EXERCISE PROMPT. Determine how many lines in the listing below contain the word "setLineDash", then state that number by itself.

BEGIN ENTRIES PROVIDED

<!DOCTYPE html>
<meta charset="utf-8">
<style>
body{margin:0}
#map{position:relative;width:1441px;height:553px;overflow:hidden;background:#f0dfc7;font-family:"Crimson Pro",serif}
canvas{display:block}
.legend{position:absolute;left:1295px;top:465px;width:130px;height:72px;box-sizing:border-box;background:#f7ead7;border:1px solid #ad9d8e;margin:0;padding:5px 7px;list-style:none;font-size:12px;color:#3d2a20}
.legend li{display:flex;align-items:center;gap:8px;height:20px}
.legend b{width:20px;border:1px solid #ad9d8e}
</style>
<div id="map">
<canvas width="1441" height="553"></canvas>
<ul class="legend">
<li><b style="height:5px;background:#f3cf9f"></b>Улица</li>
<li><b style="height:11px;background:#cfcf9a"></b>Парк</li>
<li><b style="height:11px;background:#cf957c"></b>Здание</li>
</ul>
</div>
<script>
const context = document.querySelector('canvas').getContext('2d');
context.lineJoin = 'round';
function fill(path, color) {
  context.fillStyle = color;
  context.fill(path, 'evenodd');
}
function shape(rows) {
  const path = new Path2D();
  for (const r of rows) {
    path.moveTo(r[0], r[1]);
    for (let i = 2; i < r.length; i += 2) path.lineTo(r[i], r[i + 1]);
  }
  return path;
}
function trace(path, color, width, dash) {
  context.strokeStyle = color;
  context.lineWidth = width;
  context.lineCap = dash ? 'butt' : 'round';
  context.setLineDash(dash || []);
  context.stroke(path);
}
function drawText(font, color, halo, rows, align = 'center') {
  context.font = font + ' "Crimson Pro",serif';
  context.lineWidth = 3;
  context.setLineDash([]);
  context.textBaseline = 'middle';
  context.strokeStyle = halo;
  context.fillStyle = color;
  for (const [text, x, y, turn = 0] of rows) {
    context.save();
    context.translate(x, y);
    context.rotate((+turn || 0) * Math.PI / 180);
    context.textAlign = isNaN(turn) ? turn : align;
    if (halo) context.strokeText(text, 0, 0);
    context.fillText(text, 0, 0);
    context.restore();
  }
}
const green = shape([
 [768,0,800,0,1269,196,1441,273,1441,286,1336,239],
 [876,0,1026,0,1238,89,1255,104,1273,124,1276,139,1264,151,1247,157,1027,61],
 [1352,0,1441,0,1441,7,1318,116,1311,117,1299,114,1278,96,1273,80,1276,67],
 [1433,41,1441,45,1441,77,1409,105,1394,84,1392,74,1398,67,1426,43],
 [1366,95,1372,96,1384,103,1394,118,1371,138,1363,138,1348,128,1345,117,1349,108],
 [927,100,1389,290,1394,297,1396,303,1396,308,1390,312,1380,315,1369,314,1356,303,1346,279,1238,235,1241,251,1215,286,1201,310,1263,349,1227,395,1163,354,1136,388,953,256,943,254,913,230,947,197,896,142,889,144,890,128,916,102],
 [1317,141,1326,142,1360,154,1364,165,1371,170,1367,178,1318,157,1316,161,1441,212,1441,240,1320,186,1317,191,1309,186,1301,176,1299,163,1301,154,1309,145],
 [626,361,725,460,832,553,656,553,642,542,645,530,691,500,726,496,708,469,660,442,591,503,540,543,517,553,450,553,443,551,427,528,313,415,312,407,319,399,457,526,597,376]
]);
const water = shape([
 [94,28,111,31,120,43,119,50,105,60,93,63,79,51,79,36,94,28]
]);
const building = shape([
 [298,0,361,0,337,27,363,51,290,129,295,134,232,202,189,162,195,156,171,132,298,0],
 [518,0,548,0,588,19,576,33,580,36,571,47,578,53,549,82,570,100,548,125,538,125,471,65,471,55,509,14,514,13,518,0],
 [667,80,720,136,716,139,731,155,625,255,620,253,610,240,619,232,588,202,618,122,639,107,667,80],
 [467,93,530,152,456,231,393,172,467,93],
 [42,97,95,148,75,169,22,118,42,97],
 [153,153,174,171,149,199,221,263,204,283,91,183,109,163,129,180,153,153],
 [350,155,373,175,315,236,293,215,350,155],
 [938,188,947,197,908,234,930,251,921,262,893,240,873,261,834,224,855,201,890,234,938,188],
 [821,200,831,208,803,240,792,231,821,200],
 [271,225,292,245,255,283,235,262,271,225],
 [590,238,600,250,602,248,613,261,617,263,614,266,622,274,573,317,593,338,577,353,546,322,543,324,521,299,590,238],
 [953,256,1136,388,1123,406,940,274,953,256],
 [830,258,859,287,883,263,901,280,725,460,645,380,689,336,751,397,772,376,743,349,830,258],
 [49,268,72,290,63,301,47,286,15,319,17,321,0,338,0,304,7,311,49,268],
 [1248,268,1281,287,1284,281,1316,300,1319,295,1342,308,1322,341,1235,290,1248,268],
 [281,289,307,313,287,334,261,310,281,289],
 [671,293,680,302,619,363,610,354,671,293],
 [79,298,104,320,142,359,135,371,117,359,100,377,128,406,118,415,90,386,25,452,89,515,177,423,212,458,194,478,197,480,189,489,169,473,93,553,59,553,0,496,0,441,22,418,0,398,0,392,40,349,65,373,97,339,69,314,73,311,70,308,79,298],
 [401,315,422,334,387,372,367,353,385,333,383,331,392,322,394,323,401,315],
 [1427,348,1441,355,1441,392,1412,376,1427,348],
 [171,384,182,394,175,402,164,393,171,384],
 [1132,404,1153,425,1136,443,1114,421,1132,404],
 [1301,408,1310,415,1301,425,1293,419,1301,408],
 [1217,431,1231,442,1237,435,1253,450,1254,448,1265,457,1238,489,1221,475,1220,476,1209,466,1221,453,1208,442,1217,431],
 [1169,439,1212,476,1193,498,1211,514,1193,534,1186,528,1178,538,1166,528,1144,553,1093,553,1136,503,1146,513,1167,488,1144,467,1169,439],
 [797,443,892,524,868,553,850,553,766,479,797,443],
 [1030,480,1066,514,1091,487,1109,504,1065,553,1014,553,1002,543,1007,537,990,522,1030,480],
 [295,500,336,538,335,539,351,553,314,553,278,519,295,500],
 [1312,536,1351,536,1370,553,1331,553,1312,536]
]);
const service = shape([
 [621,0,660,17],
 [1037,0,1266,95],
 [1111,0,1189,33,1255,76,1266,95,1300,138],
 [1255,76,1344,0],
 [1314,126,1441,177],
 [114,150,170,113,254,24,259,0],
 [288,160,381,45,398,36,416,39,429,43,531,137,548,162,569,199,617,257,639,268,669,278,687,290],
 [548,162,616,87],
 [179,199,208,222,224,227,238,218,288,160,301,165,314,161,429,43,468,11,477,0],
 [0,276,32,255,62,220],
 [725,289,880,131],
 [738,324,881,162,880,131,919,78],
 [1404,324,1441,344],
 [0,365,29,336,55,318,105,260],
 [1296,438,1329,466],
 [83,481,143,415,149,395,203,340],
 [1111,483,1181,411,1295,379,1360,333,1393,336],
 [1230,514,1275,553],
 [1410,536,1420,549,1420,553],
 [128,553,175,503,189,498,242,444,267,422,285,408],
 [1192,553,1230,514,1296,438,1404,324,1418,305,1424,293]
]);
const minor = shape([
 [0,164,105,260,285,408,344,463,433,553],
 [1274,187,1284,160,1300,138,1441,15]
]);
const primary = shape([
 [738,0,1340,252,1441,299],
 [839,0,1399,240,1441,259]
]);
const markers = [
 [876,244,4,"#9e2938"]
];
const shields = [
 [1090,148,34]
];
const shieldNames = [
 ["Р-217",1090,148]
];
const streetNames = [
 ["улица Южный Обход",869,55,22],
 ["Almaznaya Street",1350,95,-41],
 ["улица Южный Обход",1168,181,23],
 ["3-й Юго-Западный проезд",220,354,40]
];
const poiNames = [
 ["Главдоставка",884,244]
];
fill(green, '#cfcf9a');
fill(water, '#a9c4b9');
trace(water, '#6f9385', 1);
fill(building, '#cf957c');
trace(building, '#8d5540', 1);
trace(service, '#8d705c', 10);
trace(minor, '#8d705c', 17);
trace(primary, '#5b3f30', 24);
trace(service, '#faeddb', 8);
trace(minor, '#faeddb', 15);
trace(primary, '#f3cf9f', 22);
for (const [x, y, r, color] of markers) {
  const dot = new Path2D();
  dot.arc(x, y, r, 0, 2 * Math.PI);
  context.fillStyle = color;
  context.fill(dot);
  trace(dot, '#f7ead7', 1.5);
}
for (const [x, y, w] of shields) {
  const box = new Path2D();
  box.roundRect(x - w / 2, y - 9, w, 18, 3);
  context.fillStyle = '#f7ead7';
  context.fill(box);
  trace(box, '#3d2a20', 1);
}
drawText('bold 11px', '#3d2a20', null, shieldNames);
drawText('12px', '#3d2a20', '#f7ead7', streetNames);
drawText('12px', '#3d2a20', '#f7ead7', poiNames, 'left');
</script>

END ENTRIES PROVIDED

ANSWER. 2